Claude Le Coz, né le 22 décembre 1740 à Plonévez-Porzay et décédé le 3 mai 1815 à Villevieux (Jura), est un évêque français.

Biographie[modifier | modifier le code]

Fils d'un tisserand, il fait ses études chez les jésuites de Quimper. Après la dispersion de l'ordre, il devient professeur puis principal du collège. Il fut de 1778 à 1791 le dernier prieur de Locamand. Épris des idées révolutionnaires, il est élu procureur-syndic du district de Quimper. Ayant approuvé dans plusieurs brochures la Constitution civile du clergé, notamment un Accord des vrais principes de la morale et de la raison sur la Constitution civile du clergé, il est élu évêque constitutionnel d'Ille-et-Vilaine en février 1791 et prête le serment constitutionnel. Le Coz apparaît vite comme l'un des chefs de file de l'Église constitutionnelle.

Élu par le même département à l'Assemblée législative le 3 septembre 1791, le 9e sur 10 à la pluralité des voix, il défend le costume ecclésiastique et le célibat des prêtres le 19 octobre, ainsi que le rétablissement des passeports, qu'il qualifie d'« Argus de la patrie », le 30 janvier 1792. Le géant de la mythologie grec était aussi appelé Panóptês (« celui qui voit tout »); au même moment, Jeremy Bentham invente le « Panopticon ». De même, il réclame la suppression de plusieurs congrégations religieuses le 5 février et le 6 avril 1792, mais s'oppose à la suppression des congrégations enseignantes.

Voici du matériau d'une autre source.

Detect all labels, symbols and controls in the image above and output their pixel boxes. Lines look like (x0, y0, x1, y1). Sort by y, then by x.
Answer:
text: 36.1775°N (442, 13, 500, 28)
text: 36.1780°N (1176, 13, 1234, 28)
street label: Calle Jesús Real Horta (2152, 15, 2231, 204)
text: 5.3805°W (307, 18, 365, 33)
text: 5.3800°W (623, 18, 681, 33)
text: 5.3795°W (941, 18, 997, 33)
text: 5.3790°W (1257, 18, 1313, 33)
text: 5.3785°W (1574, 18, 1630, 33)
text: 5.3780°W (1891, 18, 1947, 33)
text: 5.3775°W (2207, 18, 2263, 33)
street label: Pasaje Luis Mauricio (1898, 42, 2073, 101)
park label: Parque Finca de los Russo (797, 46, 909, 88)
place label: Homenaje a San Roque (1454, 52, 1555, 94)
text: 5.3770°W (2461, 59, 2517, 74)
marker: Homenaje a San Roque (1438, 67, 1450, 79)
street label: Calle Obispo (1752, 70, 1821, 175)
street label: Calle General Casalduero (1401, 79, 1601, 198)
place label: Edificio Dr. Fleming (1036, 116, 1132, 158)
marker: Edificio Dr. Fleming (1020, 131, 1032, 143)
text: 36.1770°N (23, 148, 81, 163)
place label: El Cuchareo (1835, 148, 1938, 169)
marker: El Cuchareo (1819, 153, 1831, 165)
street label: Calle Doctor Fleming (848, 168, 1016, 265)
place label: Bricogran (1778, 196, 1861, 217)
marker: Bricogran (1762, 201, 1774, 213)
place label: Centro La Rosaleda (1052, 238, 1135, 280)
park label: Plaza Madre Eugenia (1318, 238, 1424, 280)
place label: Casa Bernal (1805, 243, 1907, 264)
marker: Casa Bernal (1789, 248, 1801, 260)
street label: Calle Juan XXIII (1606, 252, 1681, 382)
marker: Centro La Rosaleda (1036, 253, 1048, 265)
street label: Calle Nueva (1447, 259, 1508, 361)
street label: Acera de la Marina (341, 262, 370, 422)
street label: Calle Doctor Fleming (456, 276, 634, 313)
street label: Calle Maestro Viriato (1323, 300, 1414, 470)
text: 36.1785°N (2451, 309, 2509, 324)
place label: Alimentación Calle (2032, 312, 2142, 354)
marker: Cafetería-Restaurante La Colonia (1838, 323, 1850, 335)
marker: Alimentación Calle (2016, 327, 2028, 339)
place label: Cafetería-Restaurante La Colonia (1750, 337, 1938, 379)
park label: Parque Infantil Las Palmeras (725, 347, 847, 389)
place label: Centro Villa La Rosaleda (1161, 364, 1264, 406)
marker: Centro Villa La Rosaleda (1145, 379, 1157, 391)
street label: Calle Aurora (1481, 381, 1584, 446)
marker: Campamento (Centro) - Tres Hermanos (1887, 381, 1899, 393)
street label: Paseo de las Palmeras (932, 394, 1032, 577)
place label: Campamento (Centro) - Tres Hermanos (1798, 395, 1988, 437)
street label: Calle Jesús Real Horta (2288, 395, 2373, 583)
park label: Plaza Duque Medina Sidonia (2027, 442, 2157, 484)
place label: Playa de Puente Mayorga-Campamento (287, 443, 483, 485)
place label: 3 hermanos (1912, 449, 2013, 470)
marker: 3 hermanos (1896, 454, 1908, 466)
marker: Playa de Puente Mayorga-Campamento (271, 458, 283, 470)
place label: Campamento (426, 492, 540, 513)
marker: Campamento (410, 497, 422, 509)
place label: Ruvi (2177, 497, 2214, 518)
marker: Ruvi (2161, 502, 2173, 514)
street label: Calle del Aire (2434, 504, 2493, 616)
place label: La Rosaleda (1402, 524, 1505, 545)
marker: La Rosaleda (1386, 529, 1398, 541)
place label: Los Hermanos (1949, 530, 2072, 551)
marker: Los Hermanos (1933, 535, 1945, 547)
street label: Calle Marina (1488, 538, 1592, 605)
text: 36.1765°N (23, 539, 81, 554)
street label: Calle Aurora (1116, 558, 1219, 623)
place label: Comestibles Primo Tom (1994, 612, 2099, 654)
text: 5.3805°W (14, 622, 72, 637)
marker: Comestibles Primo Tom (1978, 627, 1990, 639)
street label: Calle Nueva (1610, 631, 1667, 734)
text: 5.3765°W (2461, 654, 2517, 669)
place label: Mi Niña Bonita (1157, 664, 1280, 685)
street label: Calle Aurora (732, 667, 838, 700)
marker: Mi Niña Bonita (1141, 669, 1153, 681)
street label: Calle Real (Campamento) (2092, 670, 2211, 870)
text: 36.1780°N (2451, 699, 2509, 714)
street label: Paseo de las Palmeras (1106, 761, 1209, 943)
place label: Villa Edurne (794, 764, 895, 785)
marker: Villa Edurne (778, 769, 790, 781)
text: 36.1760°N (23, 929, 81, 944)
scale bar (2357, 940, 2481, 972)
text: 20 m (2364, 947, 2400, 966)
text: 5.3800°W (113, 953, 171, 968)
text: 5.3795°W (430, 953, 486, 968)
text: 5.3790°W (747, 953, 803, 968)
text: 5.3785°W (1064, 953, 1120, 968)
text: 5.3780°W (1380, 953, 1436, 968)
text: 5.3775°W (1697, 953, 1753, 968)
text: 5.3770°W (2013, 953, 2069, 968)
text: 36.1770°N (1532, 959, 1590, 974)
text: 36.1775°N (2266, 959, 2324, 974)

Après le 10 août, il parle contre la suspension de Louis XVI. À la fin de la session, il devient membre du directoire du département d'Ille-et-Vilaine.

Hostile au représentant en mission Jean-Baptiste Carrier et au mariage des prêtres, il est enfermé au Mont-Saint-Michel, où il demeure jusqu'après 9-Thermidor.

Sous le Directoire, il se montre très hostile à la substitution du décadi aux dépens du dimanche. Ami de l'abbé Grégoire, il préside les conciles nationaux de 1797 et de 1801.

Après la signature du Concordat de 1801, auquel il adhère, il donne sa démission du siège de Rennes. Il est l'un des 12 évêques constitutionnels nommés à la tête d'un diocèse concordataire, sur l'insistance de Napoléon Bonaparte. Il est ainsi nommé le 9 avril 1802 archevêque de Besançon, archidiocèse qui regroupe les départements du Doubs, de la Haute-Saône et du Jura. Dans un diocèse massivement réfractaire, il se heurte à une opposition protéiforme. En 1804, il signe une formule de soumission aux brefs du pape.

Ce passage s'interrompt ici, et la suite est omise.